I’m past getting angry with the triviality of public media and would have forgotten the matter entirely had a facebook friend, a published author, not popped up later that day with a plug for the prog, triggering a discussion that drew in several well-scarred professionals. You may catch the programme here.

OK, let’s separate some issues: 

1 The crisis in criticism is not a simple equation of pro vs am. Bloggers have not usurped the role of print critic; at best – and some are pretty good – they have forced the professionals to work harder at their craft, which is no bad thing.

2 The crisis in criticism is a function of identity confusion. Who are critics? What are their standards? What should we expect of them? These criteria are rarely analysed, either in media or academia, and the result is that the critics we appoint in newspapers is often the one with the best one-liner.

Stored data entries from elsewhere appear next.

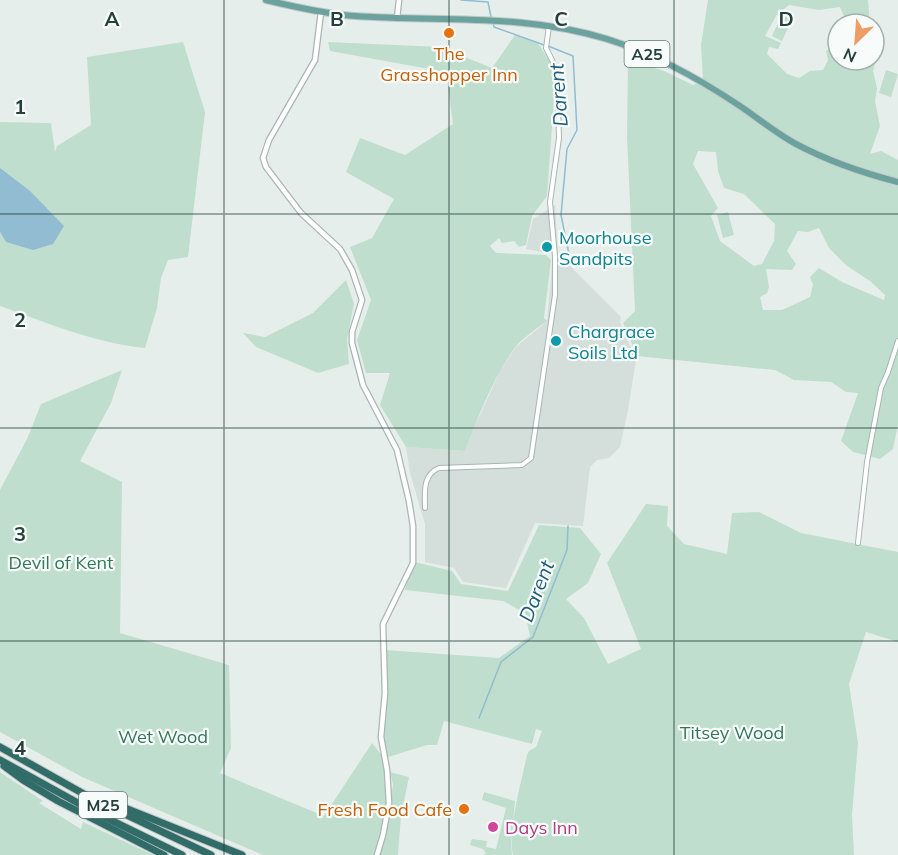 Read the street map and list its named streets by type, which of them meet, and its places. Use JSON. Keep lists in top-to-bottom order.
{
  "streets": {
    "highway": ["M25"],
    "main road": ["A25"]
  },
  "water": ["Darent"],
  "parks": ["Devil of Kent", "Titsey Wood", "Wet Wood"],
  "places": [
    "The Grasshopper Inn",
    "Moorhouse Sandpits",
    "Chargrace Soils Ltd",
    "Fresh Food Cafe",
    "Days Inn"
  ],
  "north": "bottom left",
  "grid": {
    "columns": [
      "A",
      "B",
      "C",
      "D"
    ],
    "rows": [
      "1",
      "2",
      "3",
      "4"
    ]
  }
} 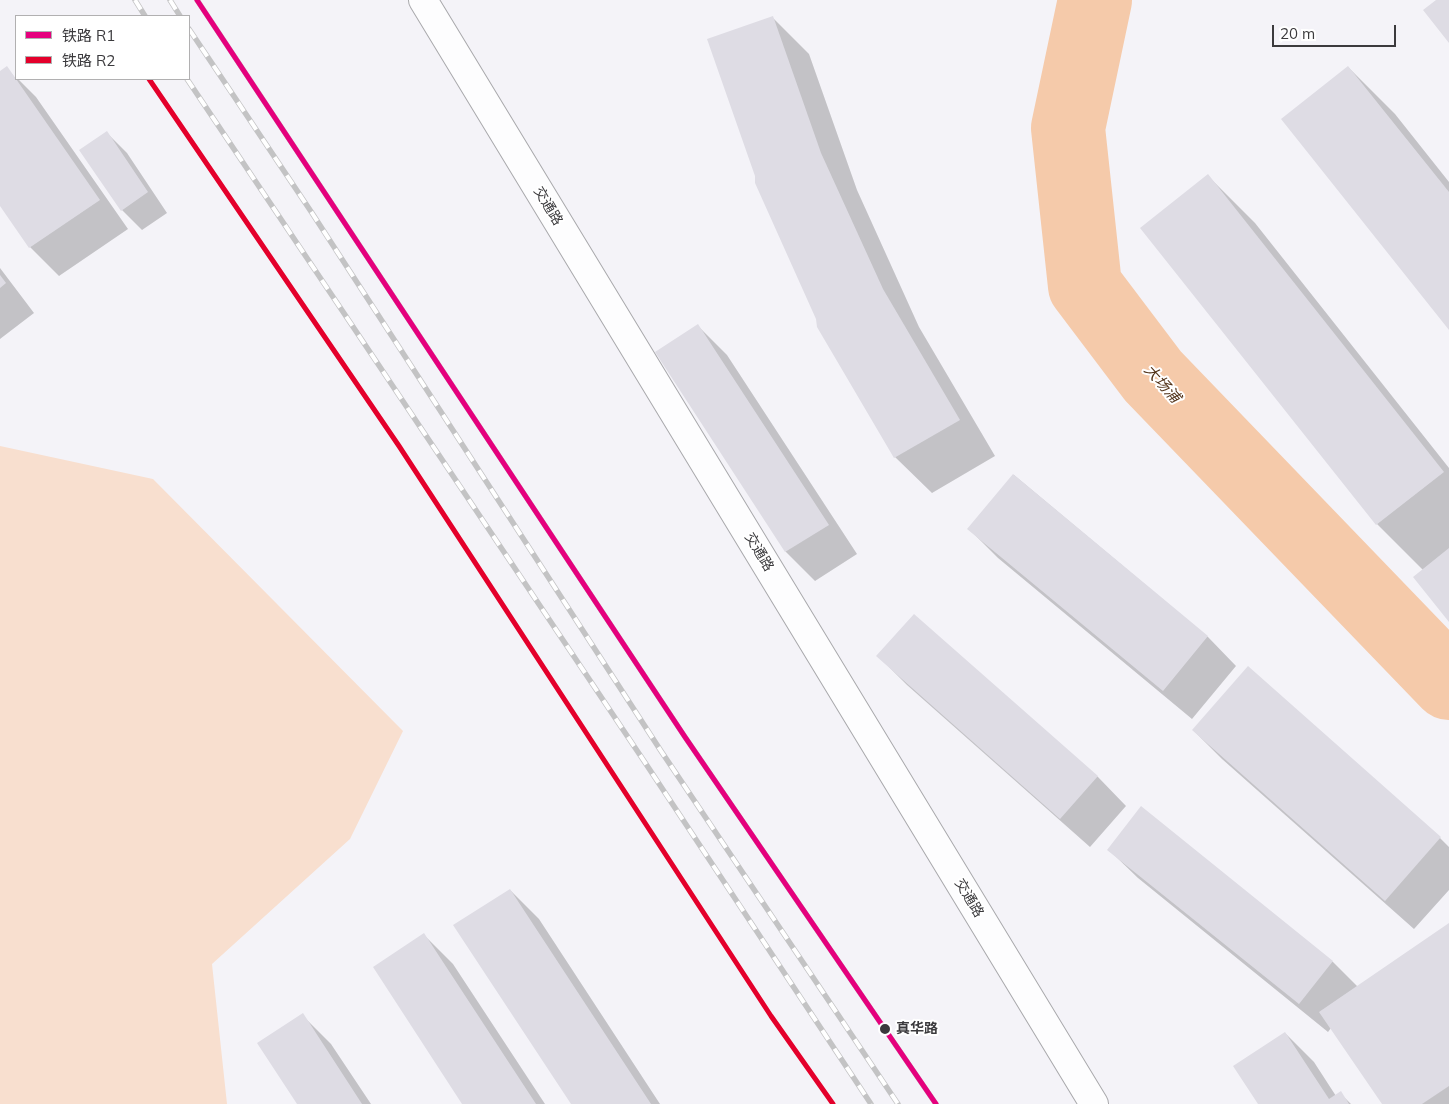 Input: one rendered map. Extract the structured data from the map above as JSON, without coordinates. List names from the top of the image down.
{
  "streets": {
    "main road": ["交通路"]
  },
  "water": ["大场浦"],
  "places": ["真华路"],
  "lines": ["rail line R1", "rail line R2"],
  "legend": ["铁路 R1", "铁路 R2"],
  "scale_bar": "20 m"
} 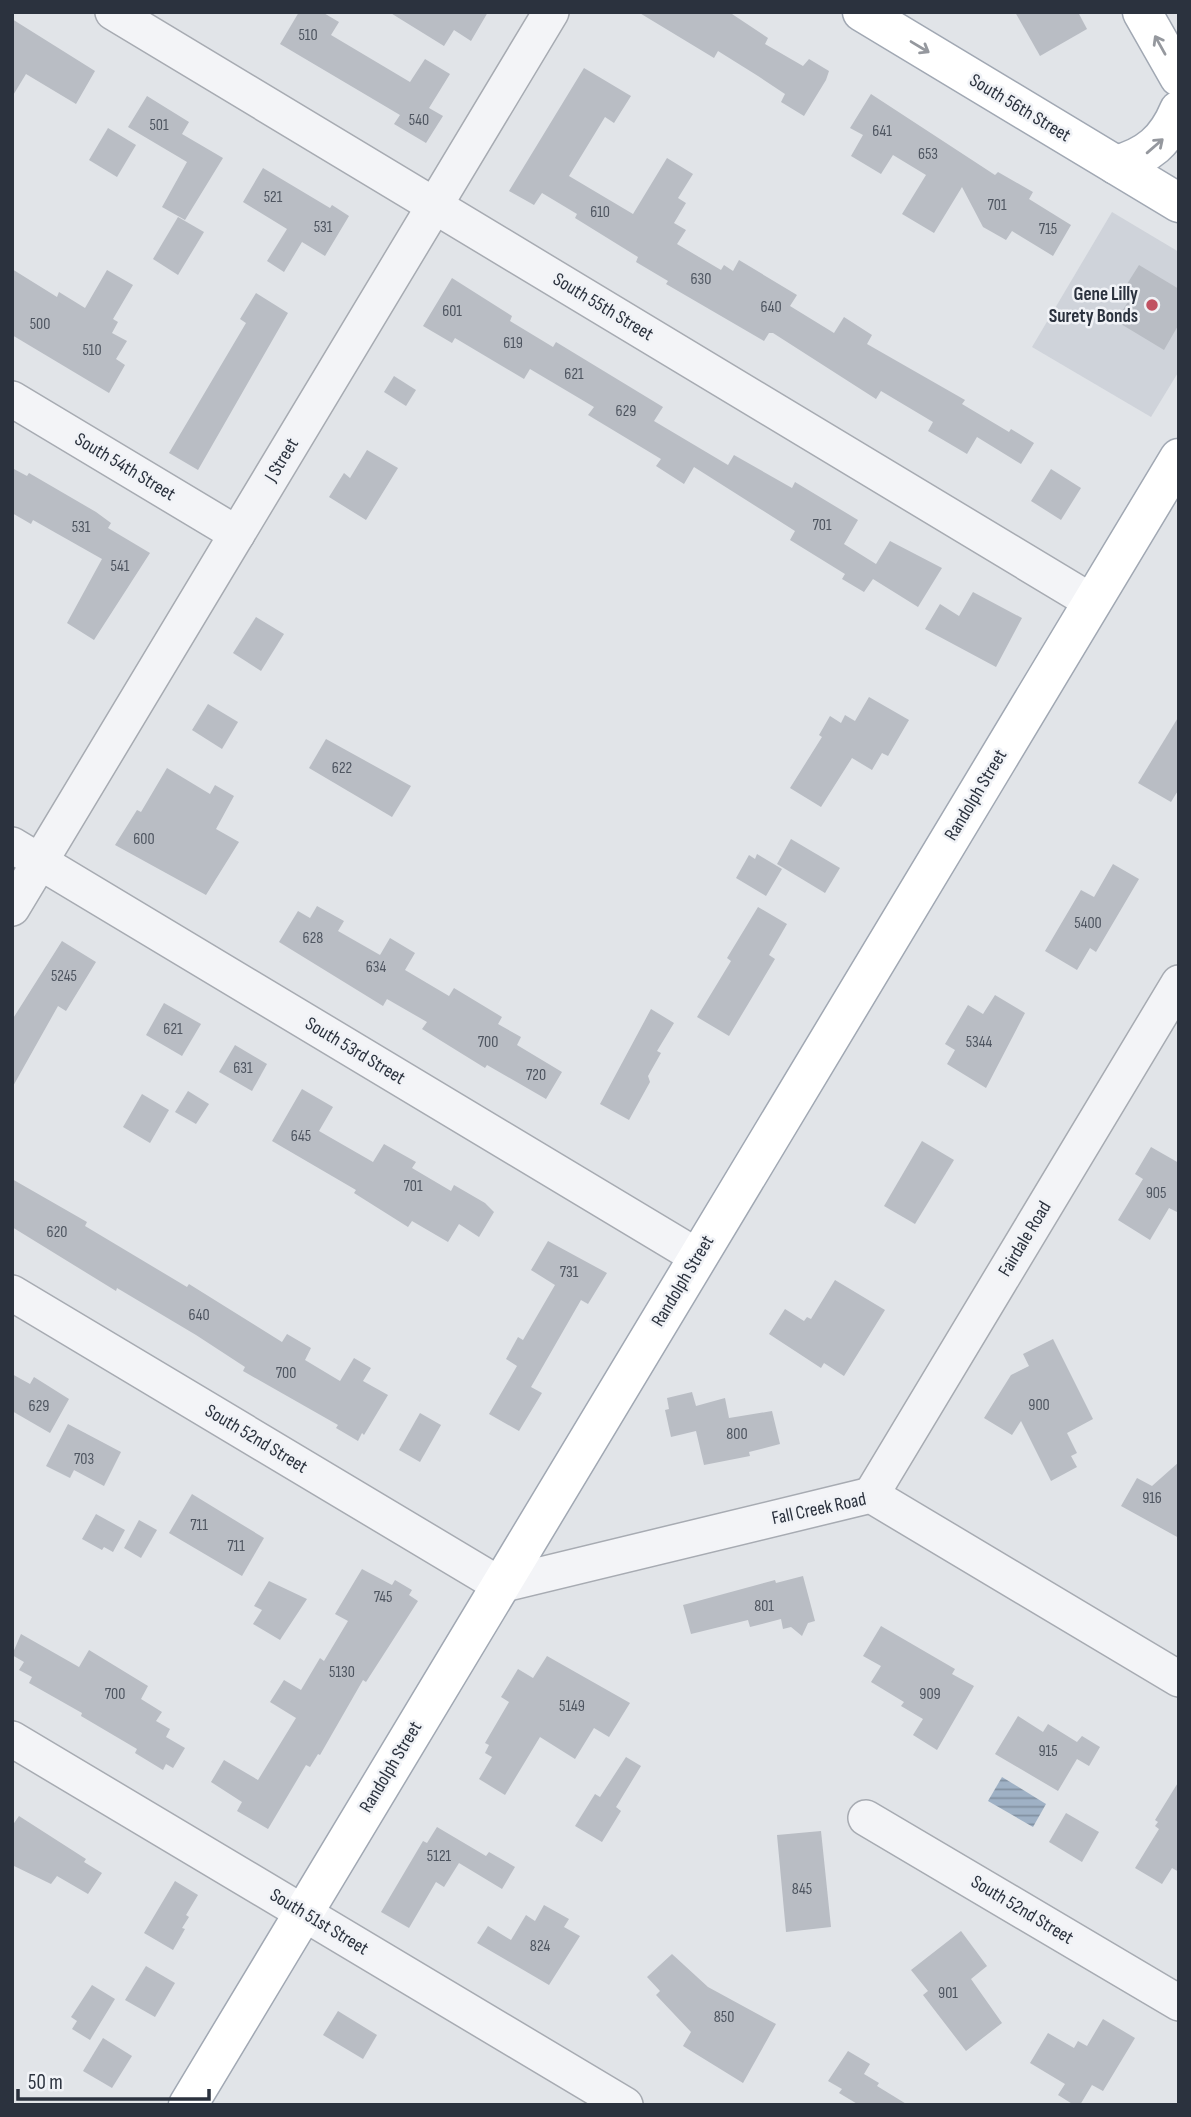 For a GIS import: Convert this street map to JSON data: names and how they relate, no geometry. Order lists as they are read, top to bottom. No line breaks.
{"streets":{"main road":["South 56th Street","Randolph Street"],"street":["South 55th Street","J Street","South 54th Street","South 53rd Street","Fairdale Road","South 52nd Street","Fall Creek Road","South 51st Street"]},"crossings":[["South 55th Street","J Street"],["South 55th Street","Randolph Street"],["J Street","South 54th Street"],["J Street","South 53rd Street"],["Randolph Street","South 53rd Street"],["Randolph Street","South 52nd Street"],["Randolph Street","Fall Creek Road"],["Randolph Street","South 51st Street"],["Fairdale Road","Fall Creek Road"],["South 52nd Street","Fall Creek Road"]],"one_way":["South 56th Street"],"places":["Gene Lilly Surety Bonds"],"house_numbers":["510","540","501","641","653","521","701","610","531","715","630","640","601","500","619","510","621","629","701","531","541","622","600","5400","628","634","5245","621","700","5344","631","720","645","701","905","620","731","640","700","900","629","800","703","916","711","711","745","801","5130","700","909","5149","915","5121","845","824","901","850"],"scale_bar":"50 m"} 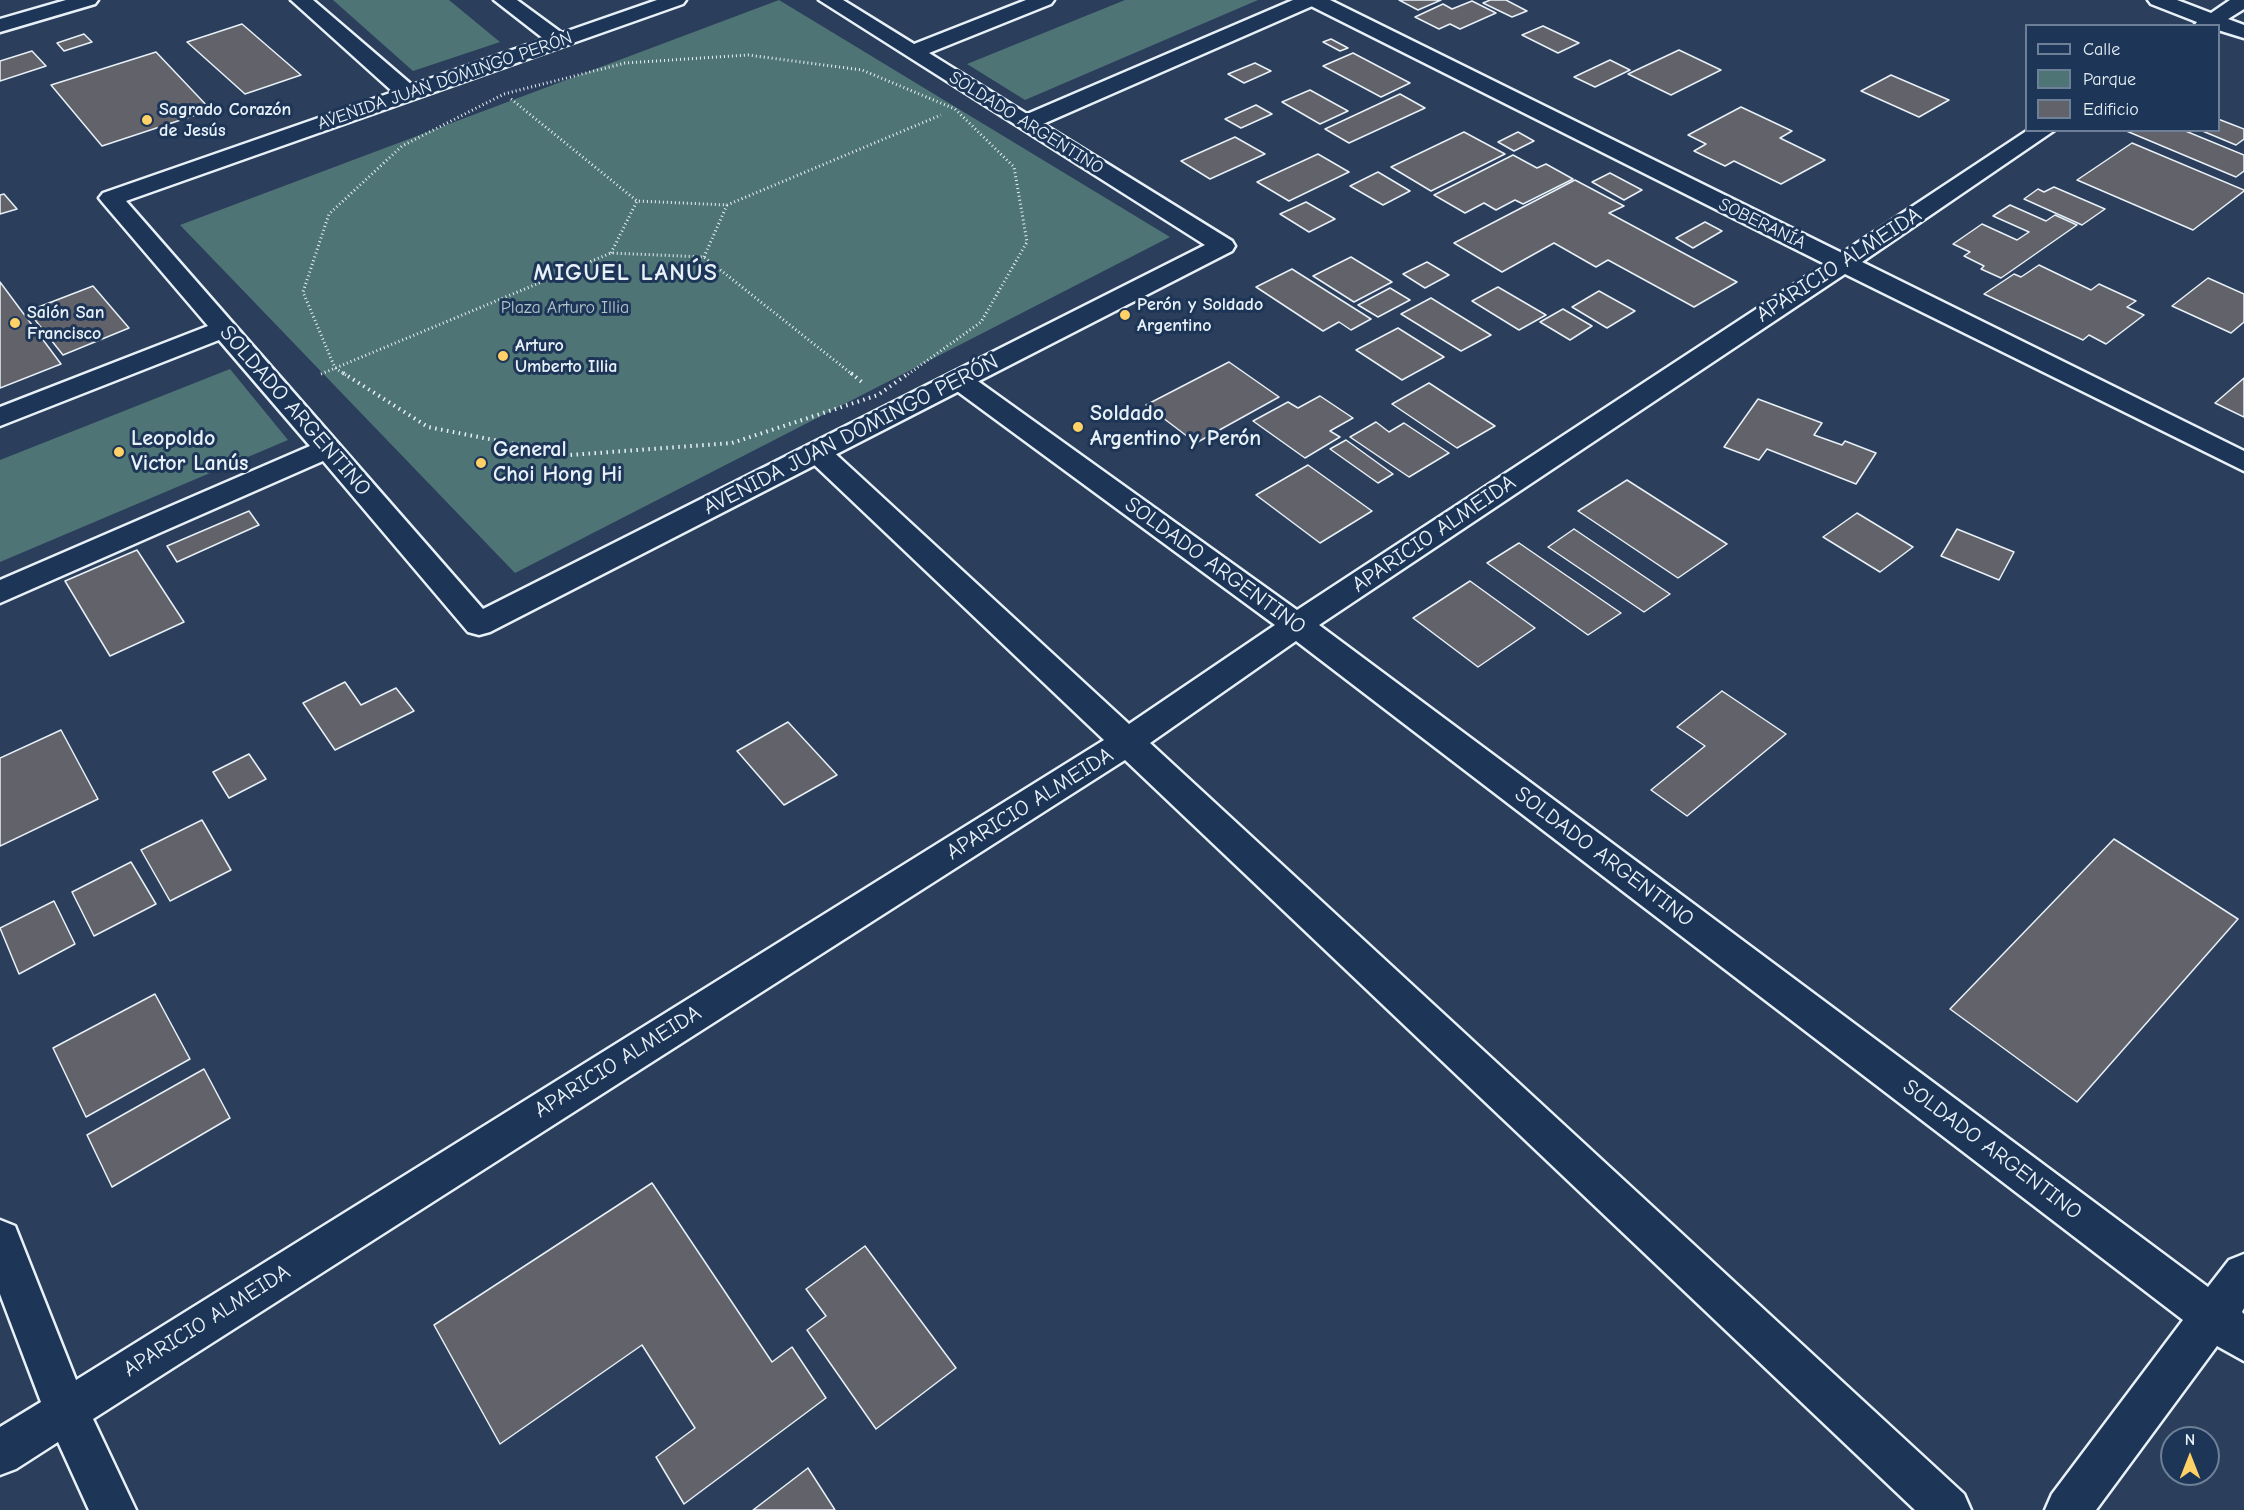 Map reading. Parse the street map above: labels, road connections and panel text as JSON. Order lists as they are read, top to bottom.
{
  "streets": {
    "street": [
      "AVENIDA JUAN DOMINGO PERÓN",
      "SOLDADO ARGENTINO",
      "SOBERANÍA",
      "APARICIO ALMEIDA"
    ]
  },
  "crossings": [
    ["AVENIDA JUAN DOMINGO PERÓN", "SOLDADO ARGENTINO"],
    ["SOLDADO ARGENTINO", "APARICIO ALMEIDA"],
    ["SOBERANÍA", "APARICIO ALMEIDA"]
  ],
  "districts": ["MIGUEL LANÚS"],
  "parks": ["Plaza Arturo Illia"],
  "places": [
    "Sagrado Corazón de Jesús",
    "Perón y Soldado Argentino",
    "Salón San Francisco",
    "Arturo Umberto Illia",
    "Soldado Argentino y Perón",
    "Leopoldo Victor Lanús",
    "General Choi Hong Hi"
  ],
  "legend": ["Calle", "Parque", "Edificio"],
  "north": "top"
}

3 In a shrinking media industry, critics are under increased pressures to see more, do more, think less. The resultant superficiality accelerates the existing crisis.

4 The internet demands ever-faster responses. That, too, is bad for reasoned criticism.

5 Pay for critics had dwindled to a pittance. Two UK national pay as little as £40 ($60) for a concert review. The correlation between remuneration and simians holds true.

What is needed in these circumstances is more public converasation and a great deal more clarity about the role of the professional critic. I have just kicked off a week of this kind of debate in Australia, which you can read here.

There is an inbuilt media reluctance to engage in navel gazing, a refusal to self-reflect which we justify by saying readers won’t be interested. But unless we strengthen and reinvent the critical function, an important check and balance on creative progress will be killed off and the arts future will be homogenised.

Have your say now, or lose another strand of freedom.